IFRS 11 - Accounting for interests in joint operations structured through separate vehicles

Date recorded:

In September 2013, The IASB discussed the accounting for joint operators in their separate IFRS financial statements for an interest in a joint operation that is housed in a separate entity. This was in response to a request from a national standard-setter (the ‘NSS’) to review how such investments are reported in the separate IFRS-financial statements of the joint operator. The IASB asked the staff to undertake additional consultations to identify real life examples of difficulties in practice to help the IASB to assess the magnitude of accounting issues in the separate IFRS-financial statements of the joint operator. This should include a consultation with the Committee.

The NSS thinks that joint operators should account, in their separate IFRS-financial statements, for their interests in joint operations that are housed in separate vehicles (whose legal form confers separation between the parties and the vehicle) in the same way as for their interests in subsidiaries.
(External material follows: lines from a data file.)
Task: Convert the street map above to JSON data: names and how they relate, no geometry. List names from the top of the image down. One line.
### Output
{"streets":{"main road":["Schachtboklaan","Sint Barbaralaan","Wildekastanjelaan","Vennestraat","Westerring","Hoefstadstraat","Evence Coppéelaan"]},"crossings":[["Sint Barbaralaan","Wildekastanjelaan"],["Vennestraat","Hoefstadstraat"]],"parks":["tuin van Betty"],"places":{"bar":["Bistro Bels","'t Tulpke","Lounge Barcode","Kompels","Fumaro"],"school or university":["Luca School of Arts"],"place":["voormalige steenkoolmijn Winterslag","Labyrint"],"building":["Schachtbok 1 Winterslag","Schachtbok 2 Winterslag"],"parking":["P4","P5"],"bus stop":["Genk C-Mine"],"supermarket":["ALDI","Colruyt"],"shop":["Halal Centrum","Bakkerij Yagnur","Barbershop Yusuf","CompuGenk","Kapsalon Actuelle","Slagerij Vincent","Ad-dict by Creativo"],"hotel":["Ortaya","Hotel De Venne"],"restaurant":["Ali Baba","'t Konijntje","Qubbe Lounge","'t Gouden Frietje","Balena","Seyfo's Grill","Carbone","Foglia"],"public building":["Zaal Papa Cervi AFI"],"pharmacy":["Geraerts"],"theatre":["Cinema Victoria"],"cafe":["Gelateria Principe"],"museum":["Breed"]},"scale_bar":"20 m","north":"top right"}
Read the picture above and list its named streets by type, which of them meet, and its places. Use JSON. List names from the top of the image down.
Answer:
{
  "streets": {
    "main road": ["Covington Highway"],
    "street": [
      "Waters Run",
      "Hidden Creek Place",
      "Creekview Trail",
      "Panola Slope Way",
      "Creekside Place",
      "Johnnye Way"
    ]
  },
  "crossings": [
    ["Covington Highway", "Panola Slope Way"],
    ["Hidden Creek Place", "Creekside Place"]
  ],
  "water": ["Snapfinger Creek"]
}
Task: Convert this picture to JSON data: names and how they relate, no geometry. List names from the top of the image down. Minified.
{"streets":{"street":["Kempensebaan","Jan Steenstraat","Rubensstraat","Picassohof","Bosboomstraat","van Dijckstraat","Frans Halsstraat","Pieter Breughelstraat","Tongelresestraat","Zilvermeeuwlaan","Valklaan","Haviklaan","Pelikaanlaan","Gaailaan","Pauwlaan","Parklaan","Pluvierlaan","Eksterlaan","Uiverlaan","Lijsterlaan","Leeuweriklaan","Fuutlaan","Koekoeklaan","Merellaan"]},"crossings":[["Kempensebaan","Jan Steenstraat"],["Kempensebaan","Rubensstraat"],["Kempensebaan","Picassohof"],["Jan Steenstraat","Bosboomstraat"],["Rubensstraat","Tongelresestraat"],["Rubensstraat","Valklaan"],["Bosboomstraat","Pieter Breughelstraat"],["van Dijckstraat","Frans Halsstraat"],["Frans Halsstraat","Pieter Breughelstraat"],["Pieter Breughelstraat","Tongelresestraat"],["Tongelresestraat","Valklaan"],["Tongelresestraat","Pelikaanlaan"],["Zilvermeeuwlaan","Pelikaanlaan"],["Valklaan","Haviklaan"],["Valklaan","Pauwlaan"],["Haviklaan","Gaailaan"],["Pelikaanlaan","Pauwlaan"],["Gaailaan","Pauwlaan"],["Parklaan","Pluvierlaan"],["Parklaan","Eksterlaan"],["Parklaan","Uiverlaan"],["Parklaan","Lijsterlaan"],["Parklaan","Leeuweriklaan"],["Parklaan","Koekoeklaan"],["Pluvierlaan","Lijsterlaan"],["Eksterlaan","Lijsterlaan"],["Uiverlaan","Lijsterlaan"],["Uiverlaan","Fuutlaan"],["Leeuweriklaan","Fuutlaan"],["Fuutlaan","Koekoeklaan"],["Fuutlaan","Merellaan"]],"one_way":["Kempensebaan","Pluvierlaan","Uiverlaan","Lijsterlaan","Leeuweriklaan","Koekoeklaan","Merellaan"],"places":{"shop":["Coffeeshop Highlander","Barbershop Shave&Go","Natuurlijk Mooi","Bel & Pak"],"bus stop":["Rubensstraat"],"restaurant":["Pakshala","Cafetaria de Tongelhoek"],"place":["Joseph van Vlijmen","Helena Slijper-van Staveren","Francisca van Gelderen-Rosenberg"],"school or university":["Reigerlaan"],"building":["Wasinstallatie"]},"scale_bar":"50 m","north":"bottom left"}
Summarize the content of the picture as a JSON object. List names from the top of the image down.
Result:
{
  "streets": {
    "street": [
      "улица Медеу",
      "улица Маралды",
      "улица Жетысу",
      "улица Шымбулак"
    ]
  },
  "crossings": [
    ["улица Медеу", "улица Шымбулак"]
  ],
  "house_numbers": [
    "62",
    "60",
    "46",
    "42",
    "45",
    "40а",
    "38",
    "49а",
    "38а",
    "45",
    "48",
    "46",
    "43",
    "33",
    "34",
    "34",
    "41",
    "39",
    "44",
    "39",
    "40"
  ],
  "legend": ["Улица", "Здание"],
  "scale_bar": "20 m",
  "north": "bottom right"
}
The NSS noted that IFRS 11 and IAS 27 are inconsistent. IFRS 11 requires a party to a joint arrangement to account for its interest in a joint operation based on its share of assets, liabilities, revenue and expenses that are held or incurred jointly.

IAS 27 requires that a parent accounts for its interests in subsidiaries at cost or at fair value in accordance with IFRS 9.

View 1 is that a joint operator accounts for any interest in the equity of an entity that houses a joint operation measuring that investment at cost, fair value or using the equity method i.e. the interest is accounted for as an investment in an entity.

View 2 is that the joint operator accounts for its share in the assets held by the separate vehicle that houses the joint operation or in the liabilities incurred by it i.e. the consolidated financial statements are the same as those with the individual financial statements. This forms View 2.

Staff asked the Committee the following three questions:

  1. Is the accounting for interests in joint operations that are structured through separate vehicles in separate IFRS-financial statements (expected to be) a prevalent issue in practice?
  2. What are your views on the two different readings of IFRS 11 (View 1, and View 2) what observations did you make with respect to these two different readings?
  3. What are the examples from practice in which preparers face difficulties in applying IFRS 11 to the accounting for interest in joint arrangements that are structured through a separate vehicle?

A member started by saying that the issue is around measurement of revenue, expenses, assets and liabilities. There is no conflict between IAS 27 in the separate and consolidated financial statements.

Another member added that this is a real issue in practice which is especially prevalent in the UK. There is a conflict between the two standards and clarification is required to determine which standard to apply. IFRS 11 looks at the direct assets an entity has rights to and the obligations it is responsible for. Whereas IAS 27 focuses on the shares an entity holds. If IFRS 11 is followed then the treatment in the consolidated and separate financial statements should be the same.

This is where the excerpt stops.